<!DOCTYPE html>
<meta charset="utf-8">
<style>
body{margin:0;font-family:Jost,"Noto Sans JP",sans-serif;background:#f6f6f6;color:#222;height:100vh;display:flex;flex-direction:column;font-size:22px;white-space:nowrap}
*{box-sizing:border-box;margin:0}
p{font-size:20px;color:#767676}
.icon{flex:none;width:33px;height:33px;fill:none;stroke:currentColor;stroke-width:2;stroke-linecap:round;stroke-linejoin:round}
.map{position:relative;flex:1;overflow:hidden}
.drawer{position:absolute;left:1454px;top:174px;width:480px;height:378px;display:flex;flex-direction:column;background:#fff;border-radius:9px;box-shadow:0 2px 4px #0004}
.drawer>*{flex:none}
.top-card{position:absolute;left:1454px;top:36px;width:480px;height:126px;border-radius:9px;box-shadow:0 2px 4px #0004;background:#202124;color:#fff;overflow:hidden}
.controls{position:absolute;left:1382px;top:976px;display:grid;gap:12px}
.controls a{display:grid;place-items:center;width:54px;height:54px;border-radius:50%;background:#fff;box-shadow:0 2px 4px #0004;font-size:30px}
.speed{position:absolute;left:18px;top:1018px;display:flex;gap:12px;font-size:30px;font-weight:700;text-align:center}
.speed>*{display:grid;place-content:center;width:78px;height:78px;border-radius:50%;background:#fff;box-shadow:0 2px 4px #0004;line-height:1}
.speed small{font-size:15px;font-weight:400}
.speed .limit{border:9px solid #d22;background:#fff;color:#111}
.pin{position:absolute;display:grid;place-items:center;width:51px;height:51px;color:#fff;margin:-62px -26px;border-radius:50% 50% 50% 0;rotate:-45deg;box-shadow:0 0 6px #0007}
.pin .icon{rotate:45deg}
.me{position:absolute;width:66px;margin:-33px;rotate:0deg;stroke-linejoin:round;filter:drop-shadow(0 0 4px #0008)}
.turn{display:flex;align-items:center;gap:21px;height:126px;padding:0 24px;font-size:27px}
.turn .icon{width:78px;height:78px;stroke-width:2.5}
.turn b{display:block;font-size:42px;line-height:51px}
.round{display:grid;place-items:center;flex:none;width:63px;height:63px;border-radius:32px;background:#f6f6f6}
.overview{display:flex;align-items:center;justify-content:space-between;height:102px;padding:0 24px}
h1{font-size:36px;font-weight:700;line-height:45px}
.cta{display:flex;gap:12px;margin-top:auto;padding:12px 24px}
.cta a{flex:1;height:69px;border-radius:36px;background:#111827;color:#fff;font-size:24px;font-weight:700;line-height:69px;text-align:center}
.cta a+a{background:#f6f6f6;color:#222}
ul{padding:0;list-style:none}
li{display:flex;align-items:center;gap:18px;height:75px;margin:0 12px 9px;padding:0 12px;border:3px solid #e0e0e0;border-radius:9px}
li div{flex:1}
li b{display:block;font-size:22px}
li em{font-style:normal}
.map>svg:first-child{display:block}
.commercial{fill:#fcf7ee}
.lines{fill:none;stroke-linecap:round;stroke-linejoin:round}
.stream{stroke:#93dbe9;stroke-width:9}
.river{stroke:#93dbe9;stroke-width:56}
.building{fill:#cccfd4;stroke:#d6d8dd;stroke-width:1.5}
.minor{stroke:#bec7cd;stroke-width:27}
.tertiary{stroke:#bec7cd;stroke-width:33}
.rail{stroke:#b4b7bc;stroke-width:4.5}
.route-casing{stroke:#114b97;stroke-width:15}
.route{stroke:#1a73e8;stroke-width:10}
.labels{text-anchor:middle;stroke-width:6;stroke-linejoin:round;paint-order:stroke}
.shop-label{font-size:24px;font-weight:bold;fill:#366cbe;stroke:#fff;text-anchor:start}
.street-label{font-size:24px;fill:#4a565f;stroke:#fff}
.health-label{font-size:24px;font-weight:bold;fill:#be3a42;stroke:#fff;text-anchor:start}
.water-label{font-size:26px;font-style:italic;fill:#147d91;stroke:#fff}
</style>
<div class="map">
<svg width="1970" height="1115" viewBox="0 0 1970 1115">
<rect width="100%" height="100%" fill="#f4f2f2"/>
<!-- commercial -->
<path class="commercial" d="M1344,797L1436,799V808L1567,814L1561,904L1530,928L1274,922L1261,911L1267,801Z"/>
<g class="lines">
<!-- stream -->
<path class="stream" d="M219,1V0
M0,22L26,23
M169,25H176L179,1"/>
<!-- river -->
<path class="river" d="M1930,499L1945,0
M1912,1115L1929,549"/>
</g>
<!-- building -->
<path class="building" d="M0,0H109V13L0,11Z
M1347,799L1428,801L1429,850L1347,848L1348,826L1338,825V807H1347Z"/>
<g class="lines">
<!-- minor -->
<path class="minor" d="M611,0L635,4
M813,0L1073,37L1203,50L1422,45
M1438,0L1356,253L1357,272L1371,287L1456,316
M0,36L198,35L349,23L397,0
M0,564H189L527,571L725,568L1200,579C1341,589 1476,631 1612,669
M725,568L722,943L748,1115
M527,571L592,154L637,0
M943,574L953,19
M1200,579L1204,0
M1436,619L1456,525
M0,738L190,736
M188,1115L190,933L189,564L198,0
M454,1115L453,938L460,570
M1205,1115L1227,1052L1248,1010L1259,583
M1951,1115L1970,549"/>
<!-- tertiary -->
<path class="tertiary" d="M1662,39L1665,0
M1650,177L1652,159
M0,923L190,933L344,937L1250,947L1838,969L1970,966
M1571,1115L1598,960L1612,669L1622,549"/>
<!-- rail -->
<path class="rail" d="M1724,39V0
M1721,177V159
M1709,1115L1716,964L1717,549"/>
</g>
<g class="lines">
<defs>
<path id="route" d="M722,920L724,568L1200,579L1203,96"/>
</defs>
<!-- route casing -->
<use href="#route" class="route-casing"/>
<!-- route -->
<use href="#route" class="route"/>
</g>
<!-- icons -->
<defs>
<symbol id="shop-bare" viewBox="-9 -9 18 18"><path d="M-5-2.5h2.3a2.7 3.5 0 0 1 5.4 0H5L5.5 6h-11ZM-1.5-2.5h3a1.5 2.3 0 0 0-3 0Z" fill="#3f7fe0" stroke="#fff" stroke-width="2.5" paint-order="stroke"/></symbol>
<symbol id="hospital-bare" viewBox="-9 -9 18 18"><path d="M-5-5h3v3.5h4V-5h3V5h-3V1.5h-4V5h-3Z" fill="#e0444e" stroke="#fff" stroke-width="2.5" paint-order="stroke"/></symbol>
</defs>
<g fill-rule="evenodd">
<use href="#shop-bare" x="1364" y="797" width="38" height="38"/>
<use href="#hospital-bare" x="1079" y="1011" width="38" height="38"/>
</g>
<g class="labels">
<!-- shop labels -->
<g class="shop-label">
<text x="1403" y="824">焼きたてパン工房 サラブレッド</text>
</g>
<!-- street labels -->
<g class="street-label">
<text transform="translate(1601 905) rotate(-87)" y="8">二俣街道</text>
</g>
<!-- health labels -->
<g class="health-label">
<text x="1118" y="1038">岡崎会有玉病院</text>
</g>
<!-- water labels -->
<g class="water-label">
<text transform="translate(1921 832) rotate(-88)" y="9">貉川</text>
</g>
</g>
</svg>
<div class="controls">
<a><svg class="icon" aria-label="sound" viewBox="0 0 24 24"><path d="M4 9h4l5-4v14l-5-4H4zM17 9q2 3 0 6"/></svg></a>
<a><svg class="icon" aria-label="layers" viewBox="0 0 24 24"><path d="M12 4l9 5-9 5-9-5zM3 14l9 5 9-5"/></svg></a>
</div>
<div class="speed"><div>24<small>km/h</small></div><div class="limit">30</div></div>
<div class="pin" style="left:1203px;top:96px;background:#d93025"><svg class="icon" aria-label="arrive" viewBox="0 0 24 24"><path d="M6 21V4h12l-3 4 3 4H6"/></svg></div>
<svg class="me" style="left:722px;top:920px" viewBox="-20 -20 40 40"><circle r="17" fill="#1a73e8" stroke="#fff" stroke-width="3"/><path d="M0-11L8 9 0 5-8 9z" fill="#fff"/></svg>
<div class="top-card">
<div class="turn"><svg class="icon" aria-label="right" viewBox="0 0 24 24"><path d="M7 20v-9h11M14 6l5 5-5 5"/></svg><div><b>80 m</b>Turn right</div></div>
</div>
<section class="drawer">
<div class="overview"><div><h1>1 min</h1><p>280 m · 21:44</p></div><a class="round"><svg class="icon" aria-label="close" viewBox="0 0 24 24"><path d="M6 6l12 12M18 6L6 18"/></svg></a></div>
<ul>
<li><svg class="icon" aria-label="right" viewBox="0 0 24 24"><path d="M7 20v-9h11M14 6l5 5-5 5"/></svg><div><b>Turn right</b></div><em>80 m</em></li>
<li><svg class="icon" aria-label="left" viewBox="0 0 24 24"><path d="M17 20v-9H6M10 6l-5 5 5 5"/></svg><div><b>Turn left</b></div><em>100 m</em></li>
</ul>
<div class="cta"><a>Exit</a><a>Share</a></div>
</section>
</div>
..............................
Work task> In the records above, find each line that holds the word "route"; copy all such lines.

Reply>
.route-casing{stroke:#114b97;stroke-width:15}
.route{stroke:#1a73e8;stroke-width:10}
<path id="route" d="M722,920L724,568L1200,579L1203,96"/>
<!-- route casing -->
<use href="#route" class="route-casing"/>
<!-- route -->
<use href="#route" class="route"/>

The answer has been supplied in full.